(Data shown begins)

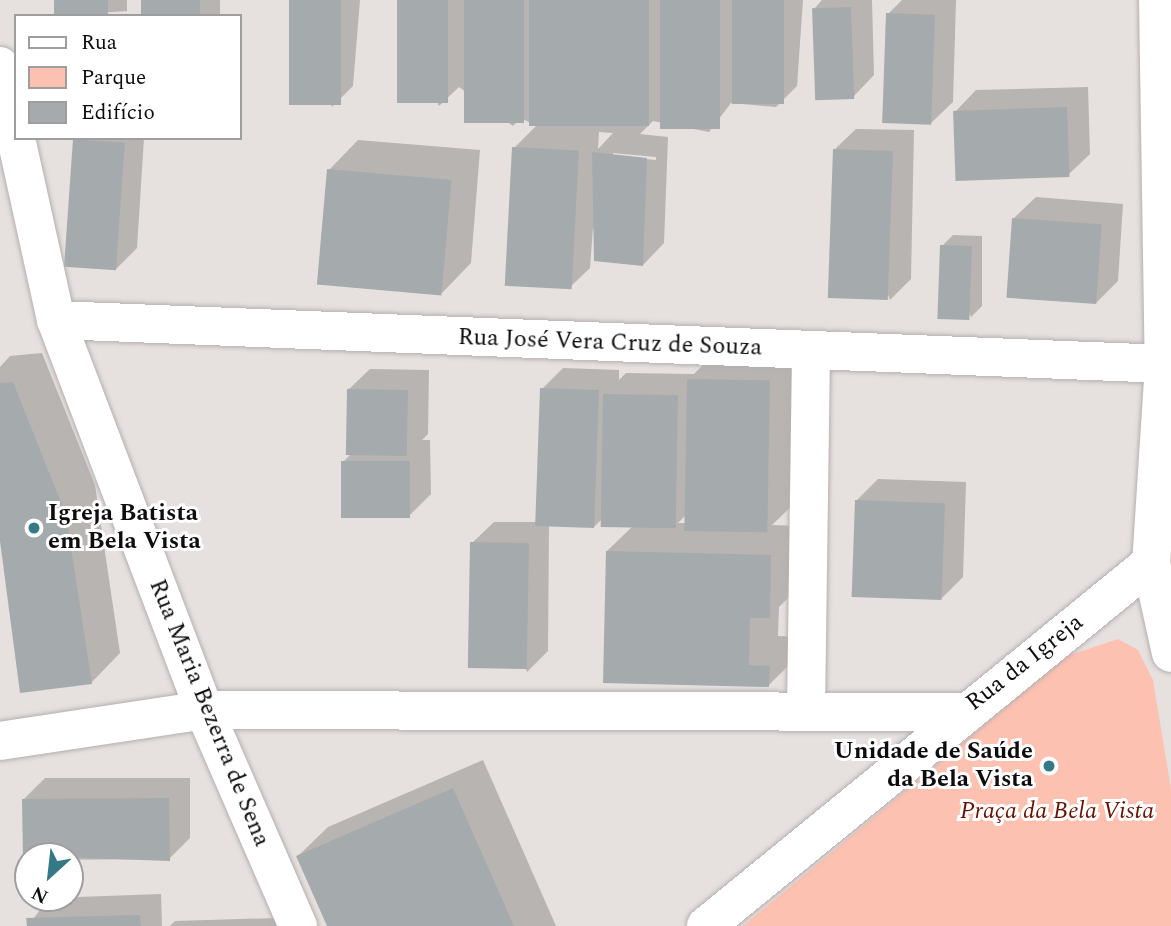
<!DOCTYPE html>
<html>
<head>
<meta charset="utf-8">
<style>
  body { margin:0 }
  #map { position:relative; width:1171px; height:926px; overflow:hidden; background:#e6e1df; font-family:Spectral,serif }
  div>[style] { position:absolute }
  .green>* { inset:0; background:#fdc1b2 }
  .shadow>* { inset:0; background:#0003; transform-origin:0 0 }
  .building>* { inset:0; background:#a5abac; transform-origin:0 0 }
  .roads { filter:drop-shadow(0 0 2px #b5afae) drop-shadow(0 0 2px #b5afae) }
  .minor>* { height:38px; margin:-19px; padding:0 19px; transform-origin:19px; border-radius:19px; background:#fff }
  .dots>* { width:19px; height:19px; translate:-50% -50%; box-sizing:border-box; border:4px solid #fff; border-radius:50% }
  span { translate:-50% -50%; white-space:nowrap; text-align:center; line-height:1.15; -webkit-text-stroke:6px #fff; paint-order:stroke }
  .street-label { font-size:24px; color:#0e0c0c }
  .poi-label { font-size:24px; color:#0e0c0c; font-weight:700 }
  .left { translate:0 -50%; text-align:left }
  .right { translate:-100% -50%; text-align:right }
  .park-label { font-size:24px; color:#691400; font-style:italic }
  .legend { position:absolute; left:14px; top:14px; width:228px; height:126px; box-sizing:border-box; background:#fff; border:2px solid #9f9e9e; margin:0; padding:9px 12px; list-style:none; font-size:21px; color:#0e0c0c }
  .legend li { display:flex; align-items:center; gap:14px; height:35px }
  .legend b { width:35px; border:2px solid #9f9e9e }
  .north { position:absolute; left:14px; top:842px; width:70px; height:70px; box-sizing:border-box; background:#fff; border:2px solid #9f9e9e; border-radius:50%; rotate:207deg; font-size:19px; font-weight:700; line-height:28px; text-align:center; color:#0e0c0c }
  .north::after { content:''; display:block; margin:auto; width:24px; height:32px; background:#347a86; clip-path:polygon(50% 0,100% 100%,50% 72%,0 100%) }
</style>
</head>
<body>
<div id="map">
  <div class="green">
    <div style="clip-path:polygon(1118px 639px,1138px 650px,1153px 680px,1171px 789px,1171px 926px,743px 926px,1067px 656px)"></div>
  </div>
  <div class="shadow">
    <div style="clip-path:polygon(56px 0,127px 0,127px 11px,54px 16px)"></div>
    <div style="left:143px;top:0;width:77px;height:16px"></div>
    <div style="clip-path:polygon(290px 0,360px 0,353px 86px,332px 107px)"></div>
    <div style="clip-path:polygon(evenodd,398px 0,803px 0,797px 86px,776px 107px,731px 103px,709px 132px,653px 121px,640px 134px,668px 137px,664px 243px,643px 265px,593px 228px,590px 268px,568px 289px,514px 148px,536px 126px,521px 118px,513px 126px,459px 87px,439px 106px,398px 0,599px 132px,613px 133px,598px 149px,599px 132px,398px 0,613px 153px,656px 157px,656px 160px,613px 156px,613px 153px)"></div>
    <div style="clip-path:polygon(822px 0,872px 0,874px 75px,853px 97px,814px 9px)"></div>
    <div style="clip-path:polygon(902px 0,956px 0,953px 102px,931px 123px,888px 14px)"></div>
    <div style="clip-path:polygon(1088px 87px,1090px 154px,1068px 175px,955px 112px,976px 90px)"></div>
    <div style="clip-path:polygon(856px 129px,914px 130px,911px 279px,890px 300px,834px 150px)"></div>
    <div style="clip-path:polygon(144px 138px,137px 248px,115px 270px,75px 140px)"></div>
    <div style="clip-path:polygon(358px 140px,480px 150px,471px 263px,442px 293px,329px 170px)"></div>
    <div style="clip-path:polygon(1036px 197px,1123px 204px,1118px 281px,1096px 303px,1014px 218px)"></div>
    <div style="clip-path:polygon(953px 235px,982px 236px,982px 306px,971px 317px,942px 246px)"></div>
    <div style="clip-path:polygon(evenodd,718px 350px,799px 352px,796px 502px,772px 525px,800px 526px,799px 587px,779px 607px,778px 636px,798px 637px,798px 656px,769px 685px,607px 551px,634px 525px,602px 519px,595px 526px,549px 525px,548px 651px,527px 672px,472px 543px,494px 522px,540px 522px,542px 389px,563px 368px,619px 370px,619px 380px,626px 373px,694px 374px,718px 350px,686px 515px,686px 523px,678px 523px,686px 515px)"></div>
    <div style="clip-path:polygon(42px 353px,95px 485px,120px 653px,91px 683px,0 528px,0 367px,10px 356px)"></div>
    <div style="clip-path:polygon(370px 369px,429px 370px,428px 434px,422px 440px,430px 440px,431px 494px,409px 516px,343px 462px,351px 454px,348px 390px)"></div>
    <div style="clip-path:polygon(878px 479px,966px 482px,963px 577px,942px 598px,857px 500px)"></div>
    <div style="clip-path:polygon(483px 760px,556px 926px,328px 926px,298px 856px,328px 827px)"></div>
    <div style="clip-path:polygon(45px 778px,190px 778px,190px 838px,169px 859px,25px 860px,24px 799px)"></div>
    <div style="clip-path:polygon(161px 894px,162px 926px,28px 926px,49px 898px)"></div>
    <div style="clip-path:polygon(277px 918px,277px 926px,170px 926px,175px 921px)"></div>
  </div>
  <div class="building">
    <div style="left:54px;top:0;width:54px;height:16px"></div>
    <div style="left:141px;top:0;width:59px;height:16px"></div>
    <div style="left:289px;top:0;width:52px;height:105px"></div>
    <div style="left:397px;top:0;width:51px;height:103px"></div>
    <div style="left:464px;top:0;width:60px;height:123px"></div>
    <div style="left:529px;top:0;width:120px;height:126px"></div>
    <div style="left:660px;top:0;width:60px;height:129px"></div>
    <div style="left:732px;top:0;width:52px;height:104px"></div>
    <div style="left:851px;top:7px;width:92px;height:39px;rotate:88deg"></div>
    <div style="left:886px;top:13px;width:49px;height:110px;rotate:2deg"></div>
    <div style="left:1067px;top:107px;width:70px;height:114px;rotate:88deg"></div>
    <div style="left:73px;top:139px;width:52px;height:128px;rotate:4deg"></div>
    <div style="left:512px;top:147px;width:67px;height:139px;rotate:3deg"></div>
    <div style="left:833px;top:149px;width:60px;height:149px;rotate:2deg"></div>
    <div style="clip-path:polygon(592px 152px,647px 158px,643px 266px,594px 261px)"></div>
    <div style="left:327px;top:169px;width:125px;height:116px;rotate:5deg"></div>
    <div style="left:1012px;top:218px;width:90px;height:80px;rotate:4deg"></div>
    <div style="left:940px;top:245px;width:32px;height:74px;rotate:2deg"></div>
    <div style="left:687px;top:379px;width:83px;height:152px;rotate:1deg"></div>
    <div style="clip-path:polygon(13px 382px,66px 515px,92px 684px,20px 693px,0 541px,0 383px)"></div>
    <div style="left:540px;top:388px;width:59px;height:138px;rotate:2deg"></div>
    <div style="left:347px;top:389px;width:61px;height:66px;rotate:1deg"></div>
    <div style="left:603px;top:394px;width:75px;height:133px;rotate:1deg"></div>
    <div style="left:341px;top:461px;width:69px;height:57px"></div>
    <div style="left:855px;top:500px;width:90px;height:97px;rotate:2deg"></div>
    <div style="left:470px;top:542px;width:59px;height:126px;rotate:1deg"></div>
    <div style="clip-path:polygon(606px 551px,771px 555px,770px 618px,750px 618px,749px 665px,770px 666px,769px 687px,603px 683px)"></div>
    <div style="clip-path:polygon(453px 788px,514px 926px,327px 926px,296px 856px)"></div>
    <div style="clip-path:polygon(169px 798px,170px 861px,28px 856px,23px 862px,22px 799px)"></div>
    <div style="clip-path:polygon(140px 915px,141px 926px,27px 926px,26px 918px)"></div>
  </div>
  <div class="roads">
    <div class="minor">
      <div style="left:1158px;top:0;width:364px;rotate:89.1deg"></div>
      <div style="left:1164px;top:364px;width:199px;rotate:93.7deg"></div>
      <div style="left:1151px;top:563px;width:92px;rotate:77.5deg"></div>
      <div style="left:0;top:66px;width:74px;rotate:77.5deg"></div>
      <div style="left:16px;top:138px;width:186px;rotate:77.6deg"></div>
      <div style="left:56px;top:320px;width:417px;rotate:69.2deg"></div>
      <div style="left:204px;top:710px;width:236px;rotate:66.5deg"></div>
      <div style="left:56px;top:320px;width:1109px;rotate:2.27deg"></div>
      <div style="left:806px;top:711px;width:360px;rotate:-89.2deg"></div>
      <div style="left:0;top:741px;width:206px;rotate:-8.6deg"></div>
      <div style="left:204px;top:710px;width:759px;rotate:0.15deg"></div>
      <div style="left:706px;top:926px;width:574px;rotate:-39.21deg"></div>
    </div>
  </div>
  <div class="dots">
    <div style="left:34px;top:528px;background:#347a86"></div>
    <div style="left:1049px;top:766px;background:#347a86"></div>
  </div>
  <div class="street-label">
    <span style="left:610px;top:343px;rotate:2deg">Rua José Vera Cruz de Souza</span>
    <span style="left:1025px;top:663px;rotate:-38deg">Rua da Igreja</span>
    <span style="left:209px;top:713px;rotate:68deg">Rua Maria Bezerra de Sena</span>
  </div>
  <div class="poi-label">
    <span class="left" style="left:48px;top:528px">Igreja Batista<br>em Bela Vista</span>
    <span class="right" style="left:1033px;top:766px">Unidade de Saúde<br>da Bela Vista</span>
  </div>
  <div class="park-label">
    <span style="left:1057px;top:812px">Praça da Bela Vista</span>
  </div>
  <ul class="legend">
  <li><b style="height:9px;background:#fff"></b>Rua</li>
  <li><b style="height:19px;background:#fdc1b2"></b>Parque</li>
  <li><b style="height:19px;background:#a5abac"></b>Edifício</li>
  </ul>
  <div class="north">N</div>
</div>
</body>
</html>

(Data shown ends)

Problem:
For this answer, retype the lines from the start of the listing through the line that holds "font-size:24px; color:#0e0c0c; font-weight:700", inclusive, exactly and without pictures.

Result of this exercise:
<!DOCTYPE html>
<html>
<head>
<meta charset="utf-8">
<style>
  body { margin:0 }
  #map { position:relative; width:1171px; height:926px; overflow:hidden; background:#e6e1df; font-family:Spectral,serif }
  div>[style] { position:absolute }
  .green>* { inset:0; background:#fdc1b2 }
  .shadow>* { inset:0; background:#0003; transform-origin:0 0 }
  .building>* { inset:0; background:#a5abac; transform-origin:0 0 }
  .roads { filter:drop-shadow(0 0 2px #b5afae) drop-shadow(0 0 2px #b5afae) }
  .minor>* { height:38px; margin:-19px; padding:0 19px; transform-origin:19px; border-radius:19px; background:#fff }
  .dots>* { width:19px; height:19px; translate:-50% -50%; box-sizing:border-box; border:4px solid #fff; border-radius:50% }
  span { translate:-50% -50%; white-space:nowrap; text-align:center; line-height:1.15; -webkit-text-stroke:6px #fff; paint-order:stroke }
  .street-label { font-size:24px; color:#0e0c0c }
  .poi-label { font-size:24px; color:#0e0c0c; font-weight:700 }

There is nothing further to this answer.